In softball, the Indians had a strong season as well finishing in second with Ortega again receiving all-league second-team recognition. She batted .518 and led the team with 43 hits and 37 runs.
Ortega carried an astounding 4.55 cumulative GPA during her four splendid years.
Burroughs recognized her outstanding accomplishments by naming Ortega the 2014 Mike Torrez Memorial Athlete of the Year this past spring.
Ortega fulfilled a dream come true when she was accepted into UCLA. From Luther Burbank to Burroughs and now to becoming a Bruin, Ortega has triumphed with flying colors.
“I didn’t plan on going to UCLA because I thought I wasn’t going to get in. But when I heard I did, I was doing backflips and cartwheels. I was so excited,” she said. “I get a good education and get to watch great sports there. It’s been a happy ending to a fairy tale.”
Moskowitz, 17, received the BHS cross country team’s ‘most inspirational runner’ award and was a second team all-league honoree as a senior. This past fall, the Bulldogs had a phenomenal season finishing second in league, placing ninth at the CIF Finals and sustaining a top-10 Division 1 ranking all season long.
In track, Burbank took second place in the Pacific League after another strong showing by the long distance squad in which Moskowitz played a pivotal role.
Moskowitz steadily progressed over four years into a reliable and consistent runner for Burbank. His best track times were 4:29 for the 1600 and 9:31 in the 3200. His top cross country marks were 15:37 at Mt. SAC and 15:09 at Arcadia Park.
Moskowitz’s efforts in school (an exceptional 4.25 cumulative GPA) and in sports resulted in Cal Poly Pomona accepting and welcoming him on to the cross country and track teams.
From John Muir to Burbank and now to becoming a Bronco, Moskowitz has deserved everything that has come his way.

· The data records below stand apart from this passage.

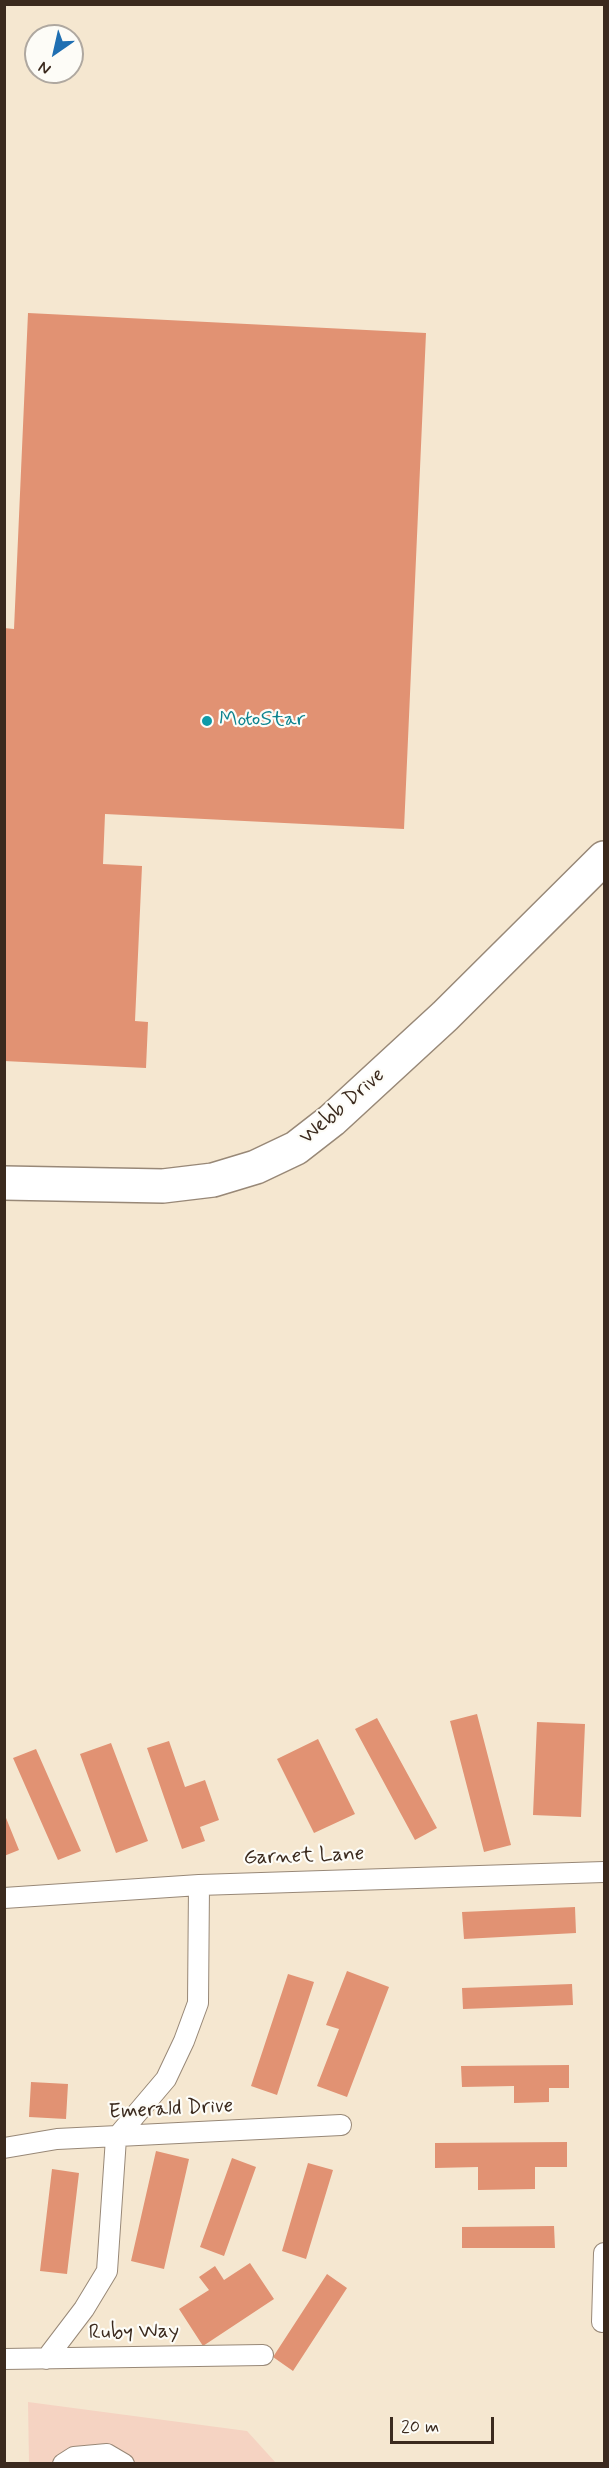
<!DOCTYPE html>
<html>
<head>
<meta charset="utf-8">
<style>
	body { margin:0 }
	#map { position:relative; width:609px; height:2468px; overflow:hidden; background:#f5e7d0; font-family:Mynerve,sans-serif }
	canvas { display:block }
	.frame { position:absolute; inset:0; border:6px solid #3b2a1e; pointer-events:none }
	.north { position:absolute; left:24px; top:24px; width:60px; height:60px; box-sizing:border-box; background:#fdfcf7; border:2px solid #afa8a0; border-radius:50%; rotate:214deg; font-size:16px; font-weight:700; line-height:24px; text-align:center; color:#3b2a1e }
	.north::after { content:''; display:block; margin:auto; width:21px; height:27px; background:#1f6fb2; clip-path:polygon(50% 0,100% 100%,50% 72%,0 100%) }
	.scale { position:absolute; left:390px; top:2417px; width:104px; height:27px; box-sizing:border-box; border:3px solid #3b2a1e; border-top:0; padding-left:8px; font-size:18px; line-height:21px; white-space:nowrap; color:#3b2a1e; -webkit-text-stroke:4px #fdfcf7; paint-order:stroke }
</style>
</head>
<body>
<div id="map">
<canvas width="609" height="2468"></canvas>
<div class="frame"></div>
<div class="north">N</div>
<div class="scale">20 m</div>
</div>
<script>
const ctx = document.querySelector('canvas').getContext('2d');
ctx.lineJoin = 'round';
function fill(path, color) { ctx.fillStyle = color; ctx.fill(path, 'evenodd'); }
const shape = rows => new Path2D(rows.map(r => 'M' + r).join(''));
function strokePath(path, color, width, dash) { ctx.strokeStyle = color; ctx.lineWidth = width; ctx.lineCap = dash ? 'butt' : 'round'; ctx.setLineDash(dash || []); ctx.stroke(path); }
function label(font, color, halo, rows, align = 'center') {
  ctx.font = font + ' Mynerve,sans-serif'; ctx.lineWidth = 4.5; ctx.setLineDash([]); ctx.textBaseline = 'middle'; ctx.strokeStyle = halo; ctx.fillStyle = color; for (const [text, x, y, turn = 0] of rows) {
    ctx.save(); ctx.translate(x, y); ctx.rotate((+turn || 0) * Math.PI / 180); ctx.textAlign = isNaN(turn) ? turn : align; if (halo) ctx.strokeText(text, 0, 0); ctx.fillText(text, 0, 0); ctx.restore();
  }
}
const built = shape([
	[28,2402,247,2431,276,2463,29,2463]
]);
const building = shape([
	[28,313,426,333,404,829,105,814,103,864,142,866,135,1021,148,1022,146,1068,4,1061,4,628,14,629],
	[477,1714,511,1845,484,1852,450,1721],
	[377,1718,437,1828,415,1840,355,1729],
	[537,1722,585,1724,581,1817,533,1815],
	[318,1739,355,1814,314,1833,277,1759],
	[169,1741,185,1787,205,1780,219,1820,200,1827,205,1841,182,1849,147,1748],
	[111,1743,148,1841,116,1853,80,1754],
	[36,1749,81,1851,58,1860,13,1758],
	[4,1813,19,1850,4,1856],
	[575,1907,576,1933,464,1939,462,1912],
	[347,1971,389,1987,347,2097,317,2086,339,2029,326,2025],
	[288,1974,314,1982,277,2095,251,2086],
	[572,1984,573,2005,463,2009,462,1988],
	[569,2065,569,2088,549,2088,549,2102,514,2103,514,2086,462,2087,461,2066],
	[31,2082,68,2084,66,2119,29,2117],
	[567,2142,567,2167,535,2167,535,2189,478,2190,478,2167,435,2168,435,2143],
	[156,2151,189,2159,164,2269,131,2261],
	[232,2158,256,2167,224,2256,200,2247],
	[308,2163,333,2170,306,2259,282,2251],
	[52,2169,79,2173,67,2274,40,2271],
	[554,2226,555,2248,462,2248,462,2227],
	[250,2263,274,2299,203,2346,179,2309,209,2290,199,2277,215,2266,224,2280],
	[327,2274,347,2288,293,2371,273,2357]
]);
const lane = shape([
	[4,1898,199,1885,604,1872],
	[4,2148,57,2139,341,2125],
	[602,2322,604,2253],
	[4,2359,263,2355],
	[46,2359,84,2309,107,2271,116,2138,166,2079,184,2041,198,2003,199,1885],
	[63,2464,74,2457,107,2454,124,2464]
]);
const street = shape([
	[4,1183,163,1186,213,1180,256,1167,296,1148,332,1120,445,1016,604,858]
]);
const markers = [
	[207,721,6,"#0f9aa8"]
];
const cultureNames = [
	["MotoStar",219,721]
];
const streetNames = [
	["Webb Drive",343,1107,-41],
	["Garnet Lane",304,1857,-2],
	["Emerald Drive",171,2110,-3],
	["Ruby Way",134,2333,-1]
];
fill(built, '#f5d3c2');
fill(building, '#e19273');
strokePath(lane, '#988877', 22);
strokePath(street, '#988877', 36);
strokePath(lane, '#fff', 20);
strokePath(street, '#fff', 33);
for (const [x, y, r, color] of markers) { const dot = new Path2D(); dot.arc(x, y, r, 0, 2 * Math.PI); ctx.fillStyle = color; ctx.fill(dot); strokePath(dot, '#fdfcf7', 2); }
label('21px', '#0d838f', '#fdfcf7', cultureNames, 'left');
label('21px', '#3b2a1e', '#fdfcf7', streetNames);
</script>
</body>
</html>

“It’s very exciting. When I actually took a tour of the campus, I knew when I walked around that this would be the school I would go to. It’s a beautiful campus,” he said. “I’m going to major in business and it’s a great business school. And I’m going to be running on their cross country and track teams. I’m going to fit right in.”
As the two scholar-athletes begin the next chapter in their lives, they reflected upon what their high school experience meant to each of them.
“It was great playing two sports. The sports made a difference and getting good grades was important,” Ortega said. “I’m also glad I did it because it changed who I met. Some of those people are my closest friends. They made a big impact on me.”
“Burbank gave me so many great life lessons and experiences. I also made so many lifelong friends,” said Moskowitz. “I learned how to balance academics with athletics by just going home after practice and getting straight to work. I learned how to discipline myself how to get the work done. I wanted to make sure I took care of grades and do well in athletics.”
Both were also very appreciative of their coaches’ support and guidance through the years.
“My coaches (Vicky Oganyan and Doug Nicol) helped me get through adversity. If I was at a low point in sports, they would always help me keep pushing. I will take that through college,” Ortega said. “They were always helpful, encouraging and wanted me to do well. They pushed me to strive to do my best. Slacking wasn’t an option. Without them, I don’t think I would have been as successful as I am now.”
“They (Trevor Marca and Darin Wolf) pushed me and motivated me to be successful. They created an environment where the whole program helped each other with academics. The upperclassmen tutored me when I was a freshman and I tutored when I was a senior. We all helped each other. Being a runner for four years played a large part in that.”